Machine Learning with Molecular Dynamics to improve rapid protein-ligand predictions.

Exciting progress has been in made in ensemble-based, thermodynamically rigorous approaches to calculate the free energy of binding of small molecules to proteins and indeed recent work by us and others has demonstrated that these methods are capable of obtaining accuracy comparable to experiment. However, these approaches require large amounts of computer time and whilst that may be acceptable in some scenarios it prohibits the use of these approaches in scenarios where real time data is necessary (such as structural refinement or virtual screening). Thus, it would be desirable to develop approaches that are rapid, yet can deliver at the required level of accuracy. Deep learning and related machine learning technologies show great promise in this area, particularly where large data sets are available. Molecular dynamic (MD) simulations can provide huge amount of relevant data about protein-ligand interactions, but thus far these two disciplines have not really been combined. Our overarching question is: "Can machine-learning be combined with MD to improve rapid protein-ligand predictions?"

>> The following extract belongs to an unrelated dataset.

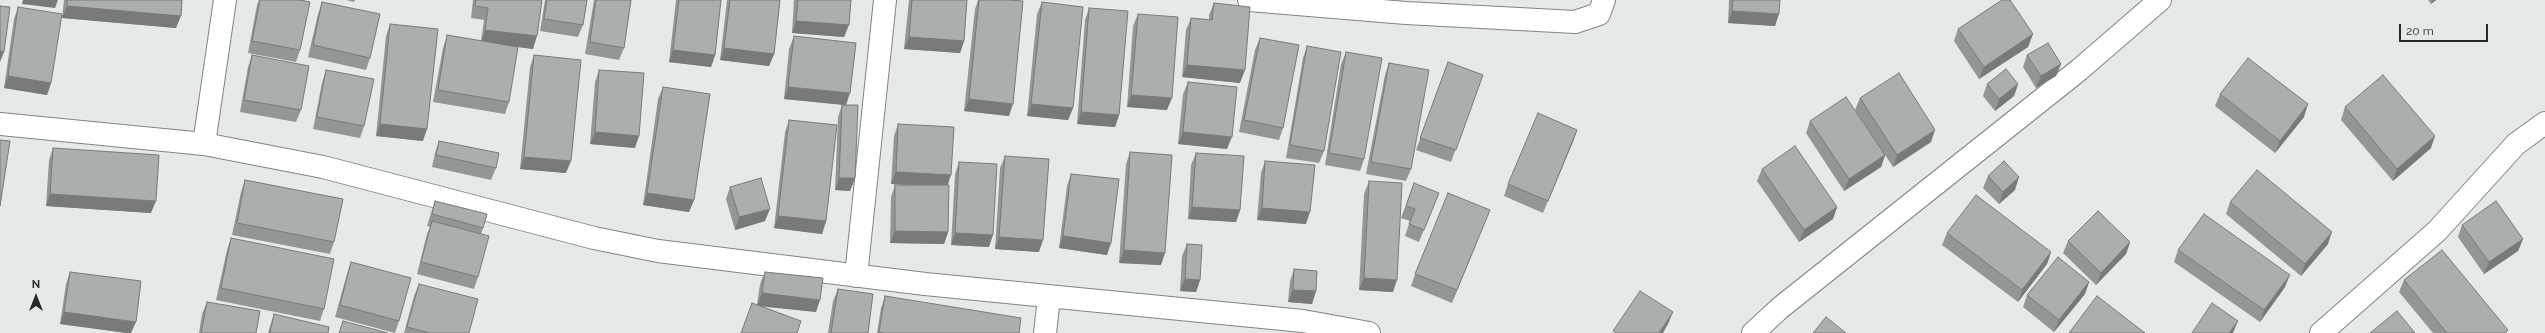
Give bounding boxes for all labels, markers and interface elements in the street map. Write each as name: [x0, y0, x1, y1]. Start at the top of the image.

One of the key advantages of machine learning methodologies, as well as their speed, is their capacity to explain non-linear relationships, which is especially useful in the context of interactions between a protein and a ligand. The work we are proposing here will use MD data within a machine-learning context (neural networks in the first instance, and then deep neural networks) to improve affinity and pose predictions of small molecule binding to proteins. This is an exciting opportunity to improve the prospects for rational drug design.